### Given data:
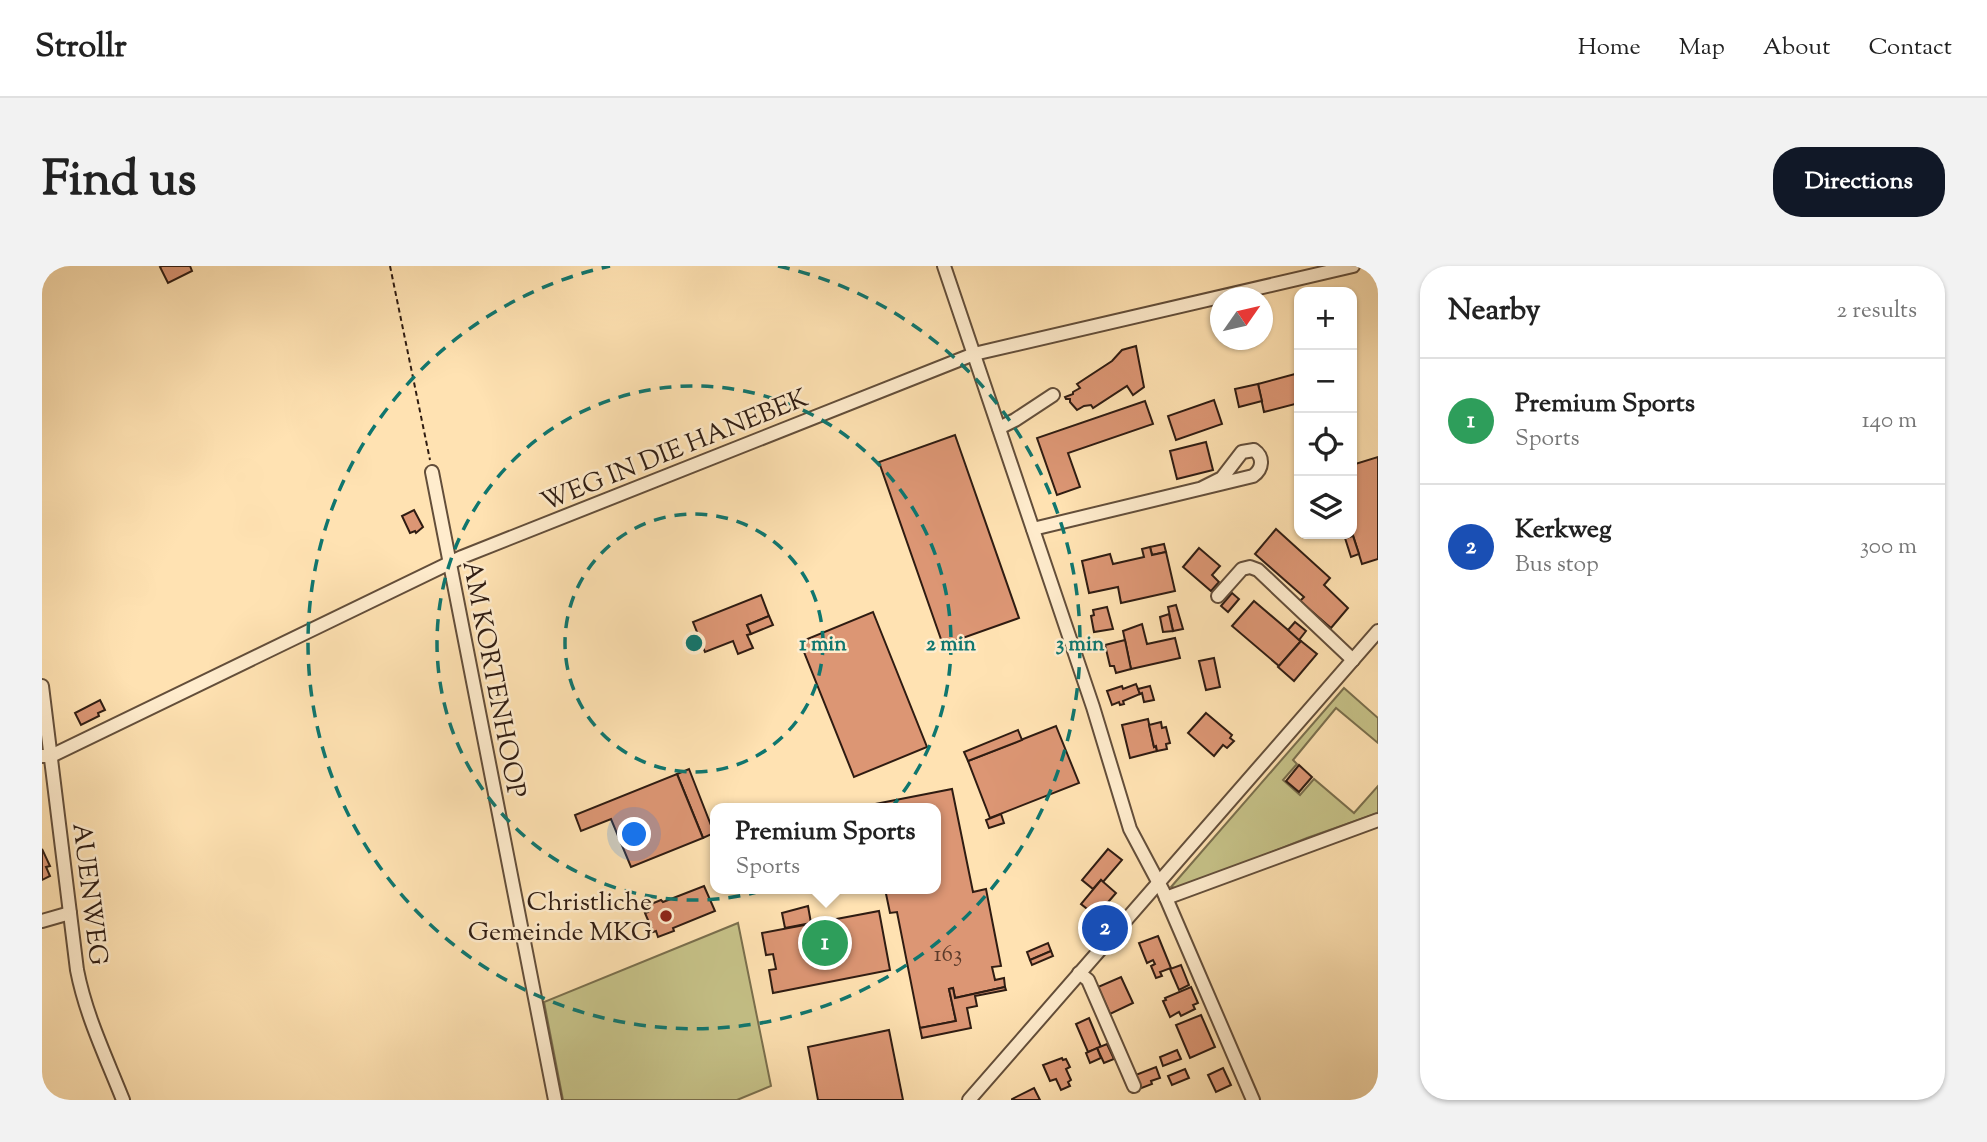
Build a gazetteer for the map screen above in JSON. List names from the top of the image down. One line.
{"streets":{"street":["WEG IN DIE HANEBEK","AM KORTENHOOP","AUENWEG"]},"crossings":[["WEG IN DIE HANEBEK","AM KORTENHOOP"],["WEG IN DIE HANEBEK","AUENWEG"]],"places":["Christliche Gemeinde MKG"],"house_numbers":["163"],"north":"top right","page":{"header":"Strollr","nav":["Home","Map","About","Contact"],"title":"Find us","buttons":"Directions","heading":["Nearby","2 results"],"map_buttons":["+","−"],"list":[{"mark":"1","name":"Premium Sports","note":"Sports","value":"140 m"},{"mark":"2","name":"Kerkweg","note":"Bus stop","value":"300 m"}],"popup":["Premium Sports","Sports"],"pins":["2","1"]},"rings":["1 min","2 min","3 min"]}
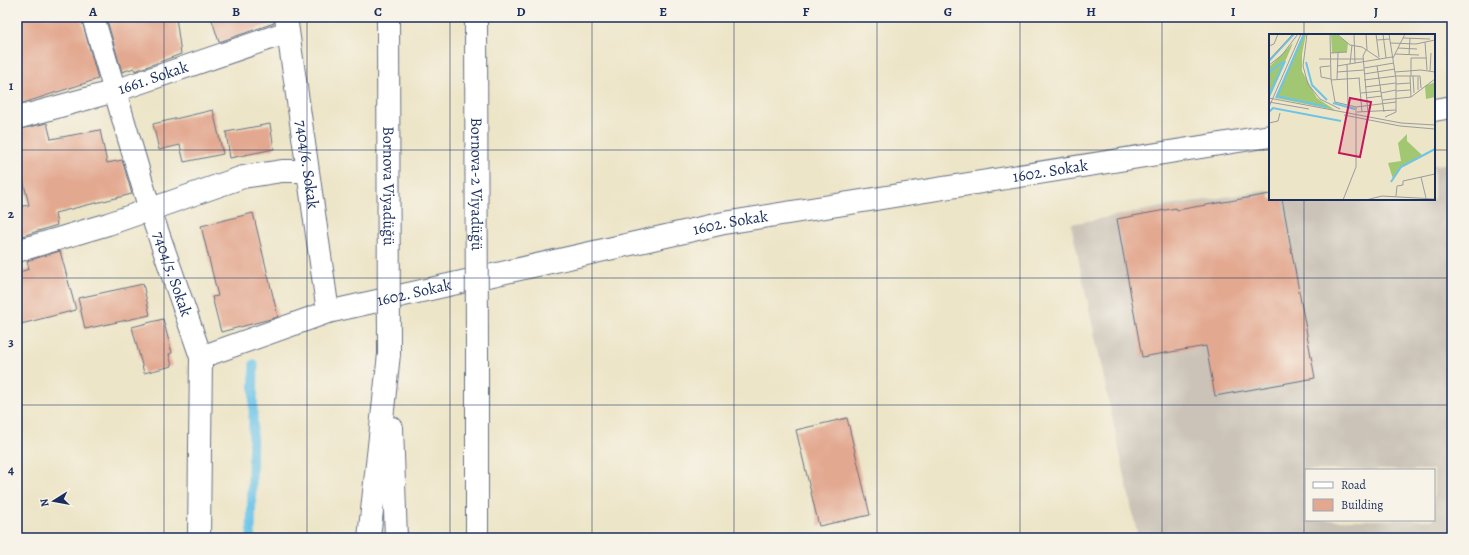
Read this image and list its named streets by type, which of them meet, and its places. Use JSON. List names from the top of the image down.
{
  "streets": {
    "main road": [
      "1661. Sokak",
      "7404/6. Sokak",
      "1602. Sokak",
      "Bornova-2 Viyadüğü",
      "Bornova Viyadüğü",
      "7404/5. Sokak"
    ]
  },
  "crossings": [
    ["1661. Sokak", "7404/6. Sokak"],
    ["1661. Sokak", "7404/5. Sokak"],
    ["7404/6. Sokak", "1602. Sokak"],
    ["1602. Sokak", "7404/5. Sokak"]
  ],
  "legend": ["Road", "Building"],
  "north": "left",
  "grid": {
    "columns": [
      "A",
      "B",
      "C",
      "D",
      "E",
      "F",
      "G",
      "H",
      "I",
      "J"
    ],
    "rows": [
      "1",
      "2",
      "3",
      "4"
    ]
  }
}
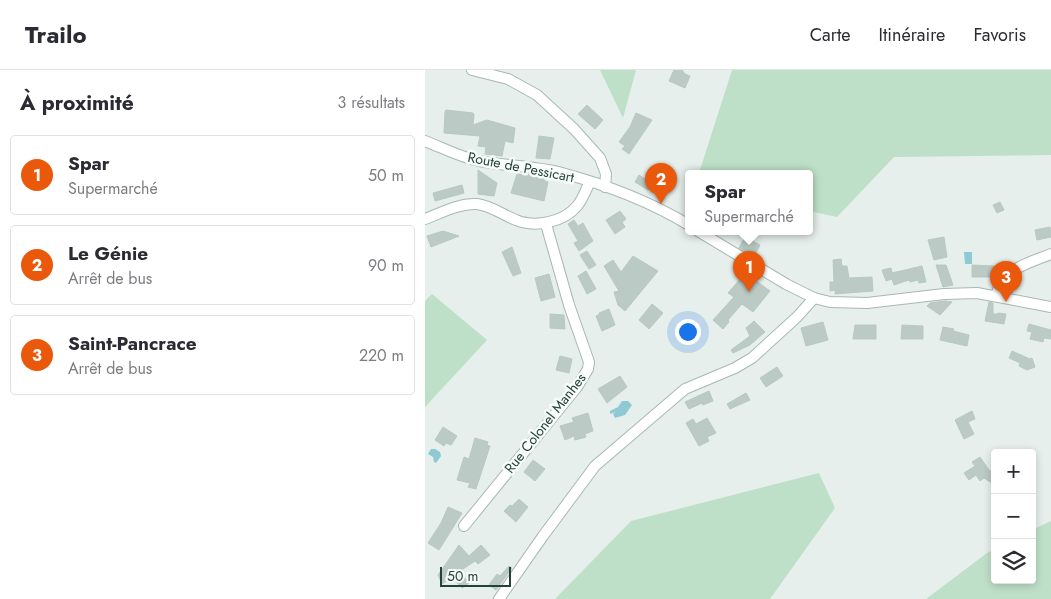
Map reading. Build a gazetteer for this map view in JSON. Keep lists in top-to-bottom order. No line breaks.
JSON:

### What to produce:
Once the pictures are removed, write out all of the entries above exactly.

### Written reply:
Build a gazetteer for the map screen above in JSON. List names from the top of the image down. One line.
{"streets":{"street":["WEG IN DIE HANEBEK","AM KORTENHOOP","AUENWEG"]},"crossings":[["WEG IN DIE HANEBEK","AM KORTENHOOP"],["WEG IN DIE HANEBEK","AUENWEG"]],"places":["Christliche Gemeinde MKG"],"house_numbers":["163"],"north":"top right","page":{"header":"Strollr","nav":["Home","Map","About","Contact"],"title":"Find us","buttons":"Directions","heading":["Nearby","2 results"],"map_buttons":["+","−"],"list":[{"mark":"1","name":"Premium Sports","note":"Sports","value":"140 m"},{"mark":"2","name":"Kerkweg","note":"Bus stop","value":"300 m"}],"popup":["Premium Sports","Sports"],"pins":["2","1"]},"rings":["1 min","2 min","3 min"]}
Read this image and list its named streets by type, which of them meet, and its places. Use JSON. List names from the top of the image down.
{
  "streets": {
    "main road": [
      "1661. Sokak",
      "7404/6. Sokak",
      "1602. Sokak",
      "Bornova-2 Viyadüğü",
      "Bornova Viyadüğü",
      "7404/5. Sokak"
    ]
  },
  "crossings": [
    ["1661. Sokak", "7404/6. Sokak"],
    ["1661. Sokak", "7404/5. Sokak"],
    ["7404/6. Sokak", "1602. Sokak"],
    ["1602. Sokak", "7404/5. Sokak"]
  ],
  "legend": ["Road", "Building"],
  "north": "left",
  "grid": {
    "columns": [
      "A",
      "B",
      "C",
      "D",
      "E",
      "F",
      "G",
      "H",
      "I",
      "J"
    ],
    "rows": [
      "1",
      "2",
      "3",
      "4"
    ]
  }
}
Map reading. Build a gazetteer for this map view in JSON. Keep lists in top-to-bottom order. No line breaks.
JSON:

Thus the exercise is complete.